Stored data:

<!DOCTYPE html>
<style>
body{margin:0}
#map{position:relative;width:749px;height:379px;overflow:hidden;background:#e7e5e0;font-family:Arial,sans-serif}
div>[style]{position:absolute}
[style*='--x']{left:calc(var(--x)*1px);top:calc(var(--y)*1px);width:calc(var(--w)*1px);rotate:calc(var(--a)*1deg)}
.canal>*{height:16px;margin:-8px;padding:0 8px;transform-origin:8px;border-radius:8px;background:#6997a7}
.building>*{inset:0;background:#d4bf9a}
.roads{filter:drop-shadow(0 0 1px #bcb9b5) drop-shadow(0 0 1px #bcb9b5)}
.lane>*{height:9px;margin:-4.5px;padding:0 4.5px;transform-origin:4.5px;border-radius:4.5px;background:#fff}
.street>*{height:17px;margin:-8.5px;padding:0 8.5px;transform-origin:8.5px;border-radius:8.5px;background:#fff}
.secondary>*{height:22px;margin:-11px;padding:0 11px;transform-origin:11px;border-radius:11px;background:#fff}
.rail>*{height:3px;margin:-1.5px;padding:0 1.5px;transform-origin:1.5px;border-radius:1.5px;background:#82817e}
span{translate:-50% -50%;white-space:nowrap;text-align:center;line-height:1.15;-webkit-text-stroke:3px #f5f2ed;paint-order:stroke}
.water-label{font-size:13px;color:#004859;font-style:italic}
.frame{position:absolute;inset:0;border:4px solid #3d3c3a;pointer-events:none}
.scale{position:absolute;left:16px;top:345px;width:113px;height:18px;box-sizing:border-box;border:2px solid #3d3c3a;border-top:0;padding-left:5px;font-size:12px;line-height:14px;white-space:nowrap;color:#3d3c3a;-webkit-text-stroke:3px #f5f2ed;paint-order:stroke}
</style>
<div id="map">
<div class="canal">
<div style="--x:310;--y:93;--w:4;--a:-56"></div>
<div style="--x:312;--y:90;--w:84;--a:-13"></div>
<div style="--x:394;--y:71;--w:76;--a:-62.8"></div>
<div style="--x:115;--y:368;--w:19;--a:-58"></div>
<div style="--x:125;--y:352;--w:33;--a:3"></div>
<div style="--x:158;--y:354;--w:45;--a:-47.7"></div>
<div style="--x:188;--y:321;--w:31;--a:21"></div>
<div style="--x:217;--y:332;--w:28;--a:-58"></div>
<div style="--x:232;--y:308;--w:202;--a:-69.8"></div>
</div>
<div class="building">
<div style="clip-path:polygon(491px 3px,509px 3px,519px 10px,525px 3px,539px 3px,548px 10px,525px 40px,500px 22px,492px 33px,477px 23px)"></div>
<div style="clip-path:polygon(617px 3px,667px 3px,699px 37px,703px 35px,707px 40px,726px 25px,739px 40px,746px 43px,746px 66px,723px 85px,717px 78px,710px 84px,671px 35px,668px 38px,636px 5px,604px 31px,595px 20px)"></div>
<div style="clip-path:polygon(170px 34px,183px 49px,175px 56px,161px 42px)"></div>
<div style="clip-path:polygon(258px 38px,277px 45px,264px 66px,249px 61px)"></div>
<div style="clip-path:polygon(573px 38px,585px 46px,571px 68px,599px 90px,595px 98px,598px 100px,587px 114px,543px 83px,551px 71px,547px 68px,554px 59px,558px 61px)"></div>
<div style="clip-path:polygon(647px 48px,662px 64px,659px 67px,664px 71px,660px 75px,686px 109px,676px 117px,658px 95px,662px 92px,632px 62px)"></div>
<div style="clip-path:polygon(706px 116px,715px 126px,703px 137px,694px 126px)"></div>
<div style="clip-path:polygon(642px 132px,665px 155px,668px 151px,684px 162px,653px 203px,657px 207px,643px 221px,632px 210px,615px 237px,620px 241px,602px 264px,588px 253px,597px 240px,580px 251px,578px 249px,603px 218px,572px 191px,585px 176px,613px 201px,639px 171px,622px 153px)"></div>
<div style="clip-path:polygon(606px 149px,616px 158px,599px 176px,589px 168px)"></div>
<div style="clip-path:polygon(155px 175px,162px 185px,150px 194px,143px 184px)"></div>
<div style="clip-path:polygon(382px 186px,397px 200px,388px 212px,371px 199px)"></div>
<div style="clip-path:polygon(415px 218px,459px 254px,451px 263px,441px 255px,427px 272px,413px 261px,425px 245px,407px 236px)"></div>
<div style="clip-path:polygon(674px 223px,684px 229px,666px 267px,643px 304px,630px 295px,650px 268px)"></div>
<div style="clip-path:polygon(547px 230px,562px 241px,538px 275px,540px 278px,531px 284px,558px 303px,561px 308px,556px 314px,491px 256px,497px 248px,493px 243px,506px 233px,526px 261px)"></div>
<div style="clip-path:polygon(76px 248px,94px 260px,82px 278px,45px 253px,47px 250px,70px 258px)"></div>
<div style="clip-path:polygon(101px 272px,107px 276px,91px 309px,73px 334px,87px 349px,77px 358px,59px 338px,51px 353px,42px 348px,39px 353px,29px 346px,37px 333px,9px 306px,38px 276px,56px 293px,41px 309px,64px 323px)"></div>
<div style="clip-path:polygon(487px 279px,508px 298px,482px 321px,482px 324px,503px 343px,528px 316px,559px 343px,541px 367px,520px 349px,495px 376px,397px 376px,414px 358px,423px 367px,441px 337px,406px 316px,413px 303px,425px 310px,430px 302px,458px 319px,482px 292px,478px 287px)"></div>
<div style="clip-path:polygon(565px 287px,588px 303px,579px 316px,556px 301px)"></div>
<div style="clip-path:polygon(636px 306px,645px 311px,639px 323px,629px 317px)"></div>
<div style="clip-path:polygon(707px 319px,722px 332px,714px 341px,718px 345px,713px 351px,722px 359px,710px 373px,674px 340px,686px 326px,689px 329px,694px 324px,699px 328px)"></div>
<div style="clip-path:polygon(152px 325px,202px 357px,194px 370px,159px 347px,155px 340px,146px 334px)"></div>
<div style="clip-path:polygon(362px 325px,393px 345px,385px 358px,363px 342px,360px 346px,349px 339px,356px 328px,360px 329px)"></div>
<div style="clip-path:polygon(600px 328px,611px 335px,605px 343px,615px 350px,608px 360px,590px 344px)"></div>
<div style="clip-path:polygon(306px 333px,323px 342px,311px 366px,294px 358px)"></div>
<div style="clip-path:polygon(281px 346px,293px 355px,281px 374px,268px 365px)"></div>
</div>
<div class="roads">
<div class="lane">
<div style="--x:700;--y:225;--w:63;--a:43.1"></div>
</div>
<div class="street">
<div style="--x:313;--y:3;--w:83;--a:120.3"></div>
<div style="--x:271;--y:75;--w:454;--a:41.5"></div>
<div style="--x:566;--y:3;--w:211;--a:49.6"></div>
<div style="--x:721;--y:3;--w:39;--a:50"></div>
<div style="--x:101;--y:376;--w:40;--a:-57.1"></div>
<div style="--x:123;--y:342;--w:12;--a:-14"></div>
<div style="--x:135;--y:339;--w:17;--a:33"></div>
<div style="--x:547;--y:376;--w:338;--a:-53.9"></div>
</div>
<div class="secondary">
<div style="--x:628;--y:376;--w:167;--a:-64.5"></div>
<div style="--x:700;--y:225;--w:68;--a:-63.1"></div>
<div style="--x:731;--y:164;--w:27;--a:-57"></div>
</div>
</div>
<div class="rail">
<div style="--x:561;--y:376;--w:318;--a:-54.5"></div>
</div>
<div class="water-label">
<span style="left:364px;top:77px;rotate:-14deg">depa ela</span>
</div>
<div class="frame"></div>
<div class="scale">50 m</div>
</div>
==
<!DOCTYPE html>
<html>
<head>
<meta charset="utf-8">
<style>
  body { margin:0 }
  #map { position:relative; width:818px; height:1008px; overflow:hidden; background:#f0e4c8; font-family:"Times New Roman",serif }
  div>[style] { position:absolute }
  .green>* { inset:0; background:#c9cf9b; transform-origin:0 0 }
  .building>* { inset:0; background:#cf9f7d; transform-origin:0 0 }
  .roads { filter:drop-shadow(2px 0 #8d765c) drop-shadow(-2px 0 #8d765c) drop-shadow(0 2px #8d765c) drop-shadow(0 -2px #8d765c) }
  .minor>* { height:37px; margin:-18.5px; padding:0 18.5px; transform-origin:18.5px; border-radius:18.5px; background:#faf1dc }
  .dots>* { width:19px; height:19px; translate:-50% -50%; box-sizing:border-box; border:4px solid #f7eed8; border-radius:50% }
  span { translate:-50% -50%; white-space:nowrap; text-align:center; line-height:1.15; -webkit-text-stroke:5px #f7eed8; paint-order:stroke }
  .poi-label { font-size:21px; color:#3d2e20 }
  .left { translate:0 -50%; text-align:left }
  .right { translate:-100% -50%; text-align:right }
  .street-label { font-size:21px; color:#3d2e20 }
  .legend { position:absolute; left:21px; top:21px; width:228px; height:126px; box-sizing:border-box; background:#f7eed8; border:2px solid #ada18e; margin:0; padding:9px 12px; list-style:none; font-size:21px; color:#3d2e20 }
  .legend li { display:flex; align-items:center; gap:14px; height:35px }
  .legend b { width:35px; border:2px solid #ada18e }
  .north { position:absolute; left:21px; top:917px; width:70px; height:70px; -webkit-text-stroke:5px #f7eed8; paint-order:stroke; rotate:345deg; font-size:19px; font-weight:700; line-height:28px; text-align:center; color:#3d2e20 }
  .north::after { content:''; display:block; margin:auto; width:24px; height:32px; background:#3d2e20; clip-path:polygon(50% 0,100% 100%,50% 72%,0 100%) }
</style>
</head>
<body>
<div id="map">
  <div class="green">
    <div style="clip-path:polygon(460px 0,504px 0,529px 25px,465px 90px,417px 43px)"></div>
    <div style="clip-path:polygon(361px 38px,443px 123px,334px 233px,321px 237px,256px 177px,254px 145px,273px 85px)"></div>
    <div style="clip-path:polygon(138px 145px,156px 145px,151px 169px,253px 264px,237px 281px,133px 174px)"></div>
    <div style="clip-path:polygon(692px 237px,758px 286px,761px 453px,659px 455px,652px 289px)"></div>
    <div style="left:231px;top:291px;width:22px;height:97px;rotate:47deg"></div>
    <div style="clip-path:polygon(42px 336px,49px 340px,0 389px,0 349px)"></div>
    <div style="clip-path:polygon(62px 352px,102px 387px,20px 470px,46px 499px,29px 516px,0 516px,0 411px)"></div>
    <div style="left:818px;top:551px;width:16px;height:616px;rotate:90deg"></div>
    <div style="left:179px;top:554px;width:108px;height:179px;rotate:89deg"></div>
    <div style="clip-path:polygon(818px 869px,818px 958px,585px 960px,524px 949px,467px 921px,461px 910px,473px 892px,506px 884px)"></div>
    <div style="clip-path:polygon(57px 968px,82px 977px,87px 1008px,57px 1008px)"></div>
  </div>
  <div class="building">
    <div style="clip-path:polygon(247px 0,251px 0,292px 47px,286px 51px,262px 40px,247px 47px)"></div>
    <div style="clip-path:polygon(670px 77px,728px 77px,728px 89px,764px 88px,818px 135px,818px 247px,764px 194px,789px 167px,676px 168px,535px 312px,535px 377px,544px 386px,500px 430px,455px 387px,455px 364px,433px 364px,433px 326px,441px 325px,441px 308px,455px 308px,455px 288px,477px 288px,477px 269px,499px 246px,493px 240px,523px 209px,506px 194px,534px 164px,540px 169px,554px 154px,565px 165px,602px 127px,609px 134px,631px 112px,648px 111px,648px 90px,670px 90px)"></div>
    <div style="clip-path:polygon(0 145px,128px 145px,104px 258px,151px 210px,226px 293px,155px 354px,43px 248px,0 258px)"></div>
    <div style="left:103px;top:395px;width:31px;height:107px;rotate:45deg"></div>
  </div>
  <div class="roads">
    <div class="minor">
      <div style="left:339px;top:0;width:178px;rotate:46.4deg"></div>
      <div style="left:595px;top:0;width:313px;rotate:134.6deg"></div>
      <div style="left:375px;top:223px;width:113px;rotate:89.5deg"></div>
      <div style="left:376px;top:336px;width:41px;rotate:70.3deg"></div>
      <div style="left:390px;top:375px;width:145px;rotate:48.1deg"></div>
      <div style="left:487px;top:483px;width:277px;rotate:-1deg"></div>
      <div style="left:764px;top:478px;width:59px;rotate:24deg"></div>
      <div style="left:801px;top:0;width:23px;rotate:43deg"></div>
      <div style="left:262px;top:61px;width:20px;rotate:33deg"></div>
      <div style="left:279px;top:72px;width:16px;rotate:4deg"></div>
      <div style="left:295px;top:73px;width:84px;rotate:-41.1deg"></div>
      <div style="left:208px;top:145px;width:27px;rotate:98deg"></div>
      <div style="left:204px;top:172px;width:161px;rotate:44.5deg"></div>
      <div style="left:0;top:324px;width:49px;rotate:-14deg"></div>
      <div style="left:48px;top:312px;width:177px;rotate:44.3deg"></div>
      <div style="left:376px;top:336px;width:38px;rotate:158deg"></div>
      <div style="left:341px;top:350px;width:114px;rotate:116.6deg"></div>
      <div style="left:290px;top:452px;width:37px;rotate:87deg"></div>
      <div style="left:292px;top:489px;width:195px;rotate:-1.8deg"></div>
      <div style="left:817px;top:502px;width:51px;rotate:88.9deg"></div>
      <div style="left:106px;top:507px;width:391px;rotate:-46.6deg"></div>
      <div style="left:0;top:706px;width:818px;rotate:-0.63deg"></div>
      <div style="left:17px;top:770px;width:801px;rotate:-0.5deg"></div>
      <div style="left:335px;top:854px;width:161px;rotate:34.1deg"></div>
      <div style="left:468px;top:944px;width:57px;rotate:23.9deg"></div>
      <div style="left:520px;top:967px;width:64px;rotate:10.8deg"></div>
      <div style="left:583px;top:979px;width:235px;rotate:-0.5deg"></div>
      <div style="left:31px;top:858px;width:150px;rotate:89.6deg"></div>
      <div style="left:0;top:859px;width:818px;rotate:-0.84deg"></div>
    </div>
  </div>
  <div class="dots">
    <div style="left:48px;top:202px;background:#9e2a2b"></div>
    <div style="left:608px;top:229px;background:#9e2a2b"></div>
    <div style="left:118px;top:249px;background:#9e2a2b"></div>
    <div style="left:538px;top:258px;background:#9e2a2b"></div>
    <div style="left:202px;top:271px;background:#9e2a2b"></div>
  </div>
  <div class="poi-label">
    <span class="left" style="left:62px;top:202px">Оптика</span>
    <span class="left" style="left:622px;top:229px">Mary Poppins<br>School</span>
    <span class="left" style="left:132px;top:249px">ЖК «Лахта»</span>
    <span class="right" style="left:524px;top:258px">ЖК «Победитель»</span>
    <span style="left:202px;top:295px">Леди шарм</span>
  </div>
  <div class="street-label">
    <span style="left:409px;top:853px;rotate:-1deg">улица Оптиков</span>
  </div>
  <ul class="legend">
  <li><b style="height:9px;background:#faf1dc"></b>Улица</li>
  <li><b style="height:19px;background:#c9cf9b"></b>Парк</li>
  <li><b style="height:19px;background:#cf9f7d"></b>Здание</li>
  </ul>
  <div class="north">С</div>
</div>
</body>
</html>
--
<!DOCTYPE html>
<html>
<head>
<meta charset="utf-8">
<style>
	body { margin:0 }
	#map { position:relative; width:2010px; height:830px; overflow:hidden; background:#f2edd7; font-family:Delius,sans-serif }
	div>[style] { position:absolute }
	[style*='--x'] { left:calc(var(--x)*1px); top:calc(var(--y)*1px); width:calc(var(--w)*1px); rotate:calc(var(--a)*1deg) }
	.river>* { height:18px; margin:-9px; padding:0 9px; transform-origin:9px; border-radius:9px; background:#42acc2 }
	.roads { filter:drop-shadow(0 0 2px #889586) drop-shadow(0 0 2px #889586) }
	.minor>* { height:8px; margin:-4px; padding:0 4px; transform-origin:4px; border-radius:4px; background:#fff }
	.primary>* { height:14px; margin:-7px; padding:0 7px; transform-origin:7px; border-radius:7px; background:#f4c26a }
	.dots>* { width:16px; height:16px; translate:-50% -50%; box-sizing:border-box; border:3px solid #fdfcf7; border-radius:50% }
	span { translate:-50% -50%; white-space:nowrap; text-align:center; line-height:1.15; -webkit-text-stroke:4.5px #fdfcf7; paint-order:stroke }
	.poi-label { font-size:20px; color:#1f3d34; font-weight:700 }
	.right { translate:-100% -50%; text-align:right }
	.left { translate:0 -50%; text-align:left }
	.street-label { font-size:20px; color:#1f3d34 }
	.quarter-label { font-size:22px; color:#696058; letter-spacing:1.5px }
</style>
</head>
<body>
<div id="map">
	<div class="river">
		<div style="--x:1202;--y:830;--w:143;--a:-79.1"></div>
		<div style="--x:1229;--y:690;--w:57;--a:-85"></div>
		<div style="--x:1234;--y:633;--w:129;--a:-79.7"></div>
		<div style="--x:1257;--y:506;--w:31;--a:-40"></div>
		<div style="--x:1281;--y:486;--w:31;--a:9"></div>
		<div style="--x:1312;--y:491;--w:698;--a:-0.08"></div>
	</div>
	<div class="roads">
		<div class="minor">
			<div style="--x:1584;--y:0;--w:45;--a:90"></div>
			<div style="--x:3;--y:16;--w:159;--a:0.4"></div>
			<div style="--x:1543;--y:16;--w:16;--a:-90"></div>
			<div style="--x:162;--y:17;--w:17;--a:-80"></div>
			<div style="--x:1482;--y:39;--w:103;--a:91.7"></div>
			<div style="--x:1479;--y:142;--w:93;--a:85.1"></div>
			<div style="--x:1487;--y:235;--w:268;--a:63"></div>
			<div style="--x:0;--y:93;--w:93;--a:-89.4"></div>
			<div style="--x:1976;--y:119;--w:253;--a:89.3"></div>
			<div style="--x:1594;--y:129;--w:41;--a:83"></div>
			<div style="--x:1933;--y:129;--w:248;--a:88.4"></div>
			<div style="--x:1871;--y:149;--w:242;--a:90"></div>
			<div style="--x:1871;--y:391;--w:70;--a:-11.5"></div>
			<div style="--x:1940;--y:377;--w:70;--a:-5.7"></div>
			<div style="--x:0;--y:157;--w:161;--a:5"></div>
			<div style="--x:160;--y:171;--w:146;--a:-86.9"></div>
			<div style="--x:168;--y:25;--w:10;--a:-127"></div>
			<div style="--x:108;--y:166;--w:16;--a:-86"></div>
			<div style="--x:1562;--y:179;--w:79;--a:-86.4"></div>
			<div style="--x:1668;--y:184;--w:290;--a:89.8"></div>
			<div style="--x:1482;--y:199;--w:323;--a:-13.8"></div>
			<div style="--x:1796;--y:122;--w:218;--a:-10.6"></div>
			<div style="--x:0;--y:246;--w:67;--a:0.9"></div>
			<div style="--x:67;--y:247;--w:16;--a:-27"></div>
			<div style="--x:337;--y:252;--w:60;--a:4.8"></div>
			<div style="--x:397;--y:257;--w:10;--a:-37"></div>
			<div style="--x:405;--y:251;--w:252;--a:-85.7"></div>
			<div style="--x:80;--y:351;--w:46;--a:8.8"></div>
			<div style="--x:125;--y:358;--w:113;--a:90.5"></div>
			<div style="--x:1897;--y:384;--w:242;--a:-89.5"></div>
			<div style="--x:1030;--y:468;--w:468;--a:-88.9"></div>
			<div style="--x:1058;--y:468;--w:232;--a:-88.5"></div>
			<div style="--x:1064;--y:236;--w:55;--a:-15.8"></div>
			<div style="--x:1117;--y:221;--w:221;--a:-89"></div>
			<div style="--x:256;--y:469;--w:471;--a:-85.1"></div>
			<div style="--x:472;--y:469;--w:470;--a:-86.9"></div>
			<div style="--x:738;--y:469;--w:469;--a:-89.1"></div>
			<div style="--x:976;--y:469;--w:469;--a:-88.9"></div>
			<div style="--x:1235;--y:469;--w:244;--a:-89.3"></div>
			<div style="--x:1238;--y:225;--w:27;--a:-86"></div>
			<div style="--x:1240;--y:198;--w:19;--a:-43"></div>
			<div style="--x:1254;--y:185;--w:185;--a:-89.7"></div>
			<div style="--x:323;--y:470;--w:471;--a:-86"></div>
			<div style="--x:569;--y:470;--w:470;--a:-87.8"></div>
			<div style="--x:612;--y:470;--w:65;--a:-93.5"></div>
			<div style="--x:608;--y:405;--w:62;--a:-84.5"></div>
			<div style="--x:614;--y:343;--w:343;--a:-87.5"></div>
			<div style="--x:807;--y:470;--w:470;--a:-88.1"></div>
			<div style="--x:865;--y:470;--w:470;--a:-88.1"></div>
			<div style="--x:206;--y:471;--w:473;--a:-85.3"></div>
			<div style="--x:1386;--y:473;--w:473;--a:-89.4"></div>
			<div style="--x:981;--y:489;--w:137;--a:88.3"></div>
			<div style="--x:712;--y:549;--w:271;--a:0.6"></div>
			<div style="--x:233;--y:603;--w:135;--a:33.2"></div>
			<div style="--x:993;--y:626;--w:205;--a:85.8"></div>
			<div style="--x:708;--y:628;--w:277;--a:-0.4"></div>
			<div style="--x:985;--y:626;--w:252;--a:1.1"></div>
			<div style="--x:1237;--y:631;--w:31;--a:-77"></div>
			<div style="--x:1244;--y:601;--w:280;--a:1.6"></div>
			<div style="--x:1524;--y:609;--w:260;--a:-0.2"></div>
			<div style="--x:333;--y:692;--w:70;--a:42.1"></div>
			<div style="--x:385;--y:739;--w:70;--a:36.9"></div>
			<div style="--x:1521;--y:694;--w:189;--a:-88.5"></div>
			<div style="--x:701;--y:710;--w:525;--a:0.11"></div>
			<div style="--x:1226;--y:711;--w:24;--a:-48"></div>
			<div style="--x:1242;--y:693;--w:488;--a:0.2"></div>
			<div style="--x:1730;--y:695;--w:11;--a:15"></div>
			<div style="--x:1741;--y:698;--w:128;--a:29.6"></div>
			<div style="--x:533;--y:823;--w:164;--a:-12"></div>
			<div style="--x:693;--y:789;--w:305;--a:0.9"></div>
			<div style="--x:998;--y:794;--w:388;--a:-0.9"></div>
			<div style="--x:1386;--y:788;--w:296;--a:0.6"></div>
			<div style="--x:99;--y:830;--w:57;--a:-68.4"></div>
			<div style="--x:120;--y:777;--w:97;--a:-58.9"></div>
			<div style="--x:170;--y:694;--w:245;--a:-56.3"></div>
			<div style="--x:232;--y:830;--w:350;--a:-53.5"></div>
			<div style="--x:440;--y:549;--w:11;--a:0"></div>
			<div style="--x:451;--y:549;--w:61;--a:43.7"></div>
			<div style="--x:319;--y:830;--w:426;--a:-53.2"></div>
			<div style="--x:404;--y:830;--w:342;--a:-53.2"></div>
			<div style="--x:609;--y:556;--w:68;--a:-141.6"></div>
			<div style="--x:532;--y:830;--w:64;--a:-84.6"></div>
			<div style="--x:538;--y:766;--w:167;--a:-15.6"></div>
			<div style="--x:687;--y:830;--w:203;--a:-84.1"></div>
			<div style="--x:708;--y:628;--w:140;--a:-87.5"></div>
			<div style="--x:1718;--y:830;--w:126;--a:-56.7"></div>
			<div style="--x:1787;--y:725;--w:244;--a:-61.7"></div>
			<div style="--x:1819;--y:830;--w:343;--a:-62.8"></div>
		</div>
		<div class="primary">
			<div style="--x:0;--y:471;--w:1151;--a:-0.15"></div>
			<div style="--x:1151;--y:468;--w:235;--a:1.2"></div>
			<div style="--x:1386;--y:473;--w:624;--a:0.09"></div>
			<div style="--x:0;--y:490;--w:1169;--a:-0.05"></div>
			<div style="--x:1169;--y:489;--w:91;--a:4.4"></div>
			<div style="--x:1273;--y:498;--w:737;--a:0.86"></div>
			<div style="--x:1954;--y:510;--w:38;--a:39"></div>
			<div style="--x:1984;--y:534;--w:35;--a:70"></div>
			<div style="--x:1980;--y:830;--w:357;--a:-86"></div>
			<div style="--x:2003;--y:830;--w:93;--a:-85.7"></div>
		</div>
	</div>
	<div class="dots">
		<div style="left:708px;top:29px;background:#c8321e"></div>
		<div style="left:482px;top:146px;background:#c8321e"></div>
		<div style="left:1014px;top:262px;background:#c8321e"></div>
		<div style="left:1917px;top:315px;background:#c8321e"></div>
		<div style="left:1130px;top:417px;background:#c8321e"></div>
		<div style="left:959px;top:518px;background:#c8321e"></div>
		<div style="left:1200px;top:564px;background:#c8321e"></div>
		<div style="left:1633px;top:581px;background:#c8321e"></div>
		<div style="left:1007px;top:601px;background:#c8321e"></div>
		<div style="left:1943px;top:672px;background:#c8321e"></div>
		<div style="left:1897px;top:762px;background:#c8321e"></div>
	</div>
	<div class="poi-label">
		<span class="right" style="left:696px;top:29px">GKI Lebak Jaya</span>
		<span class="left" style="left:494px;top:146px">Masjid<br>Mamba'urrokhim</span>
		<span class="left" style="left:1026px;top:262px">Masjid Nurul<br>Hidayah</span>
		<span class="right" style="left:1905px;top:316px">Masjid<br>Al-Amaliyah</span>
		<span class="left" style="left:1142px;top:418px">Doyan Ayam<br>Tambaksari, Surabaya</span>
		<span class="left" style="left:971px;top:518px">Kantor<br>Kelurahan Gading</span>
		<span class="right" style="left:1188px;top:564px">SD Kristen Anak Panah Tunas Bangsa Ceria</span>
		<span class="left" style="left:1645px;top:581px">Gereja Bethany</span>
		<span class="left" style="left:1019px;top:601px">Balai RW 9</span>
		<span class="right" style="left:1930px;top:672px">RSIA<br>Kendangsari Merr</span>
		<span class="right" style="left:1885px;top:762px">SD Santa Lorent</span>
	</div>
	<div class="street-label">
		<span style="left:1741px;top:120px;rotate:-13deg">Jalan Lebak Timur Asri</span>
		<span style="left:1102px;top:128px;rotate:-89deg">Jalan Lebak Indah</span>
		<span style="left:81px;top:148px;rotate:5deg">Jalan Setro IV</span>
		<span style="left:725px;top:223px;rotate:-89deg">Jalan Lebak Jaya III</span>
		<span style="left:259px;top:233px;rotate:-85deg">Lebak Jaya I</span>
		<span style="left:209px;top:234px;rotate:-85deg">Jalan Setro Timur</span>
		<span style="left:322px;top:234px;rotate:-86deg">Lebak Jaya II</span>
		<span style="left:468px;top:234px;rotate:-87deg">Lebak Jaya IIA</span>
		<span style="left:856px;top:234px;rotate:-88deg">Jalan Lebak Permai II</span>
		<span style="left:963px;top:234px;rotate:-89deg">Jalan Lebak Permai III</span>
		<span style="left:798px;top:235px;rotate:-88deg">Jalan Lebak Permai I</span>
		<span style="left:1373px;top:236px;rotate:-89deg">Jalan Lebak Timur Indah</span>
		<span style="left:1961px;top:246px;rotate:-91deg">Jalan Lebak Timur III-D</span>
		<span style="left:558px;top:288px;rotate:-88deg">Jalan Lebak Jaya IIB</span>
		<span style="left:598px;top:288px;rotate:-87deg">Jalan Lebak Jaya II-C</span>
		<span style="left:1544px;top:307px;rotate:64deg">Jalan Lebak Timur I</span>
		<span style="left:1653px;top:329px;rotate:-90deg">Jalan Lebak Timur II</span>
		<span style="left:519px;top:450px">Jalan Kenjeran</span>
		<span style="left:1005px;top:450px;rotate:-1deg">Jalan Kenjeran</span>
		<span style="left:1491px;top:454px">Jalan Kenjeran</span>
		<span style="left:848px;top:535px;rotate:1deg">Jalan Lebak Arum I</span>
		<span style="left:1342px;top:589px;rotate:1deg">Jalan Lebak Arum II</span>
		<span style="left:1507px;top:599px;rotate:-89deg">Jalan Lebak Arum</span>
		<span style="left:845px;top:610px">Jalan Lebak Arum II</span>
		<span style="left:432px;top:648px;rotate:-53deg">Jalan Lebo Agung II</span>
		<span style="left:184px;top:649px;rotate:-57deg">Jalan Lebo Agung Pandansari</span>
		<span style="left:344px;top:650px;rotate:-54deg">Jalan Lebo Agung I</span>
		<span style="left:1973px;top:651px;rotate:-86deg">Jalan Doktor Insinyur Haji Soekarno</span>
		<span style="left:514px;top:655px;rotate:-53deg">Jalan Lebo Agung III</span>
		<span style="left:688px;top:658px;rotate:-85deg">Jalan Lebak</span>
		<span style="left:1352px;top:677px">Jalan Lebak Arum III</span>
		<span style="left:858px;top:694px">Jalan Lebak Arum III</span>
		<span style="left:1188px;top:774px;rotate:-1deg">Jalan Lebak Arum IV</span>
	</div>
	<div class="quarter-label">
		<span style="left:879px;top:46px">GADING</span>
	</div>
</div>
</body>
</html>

Your instructions:
Return every line from the entries above that includes the word "lane".

Response for this exercise:
.lane>*{height:9px;margin:-4.5px;padding:0 4.5px;transform-origin:4.5px;border-radius:4.5px;background:#fff}
<div class="lane">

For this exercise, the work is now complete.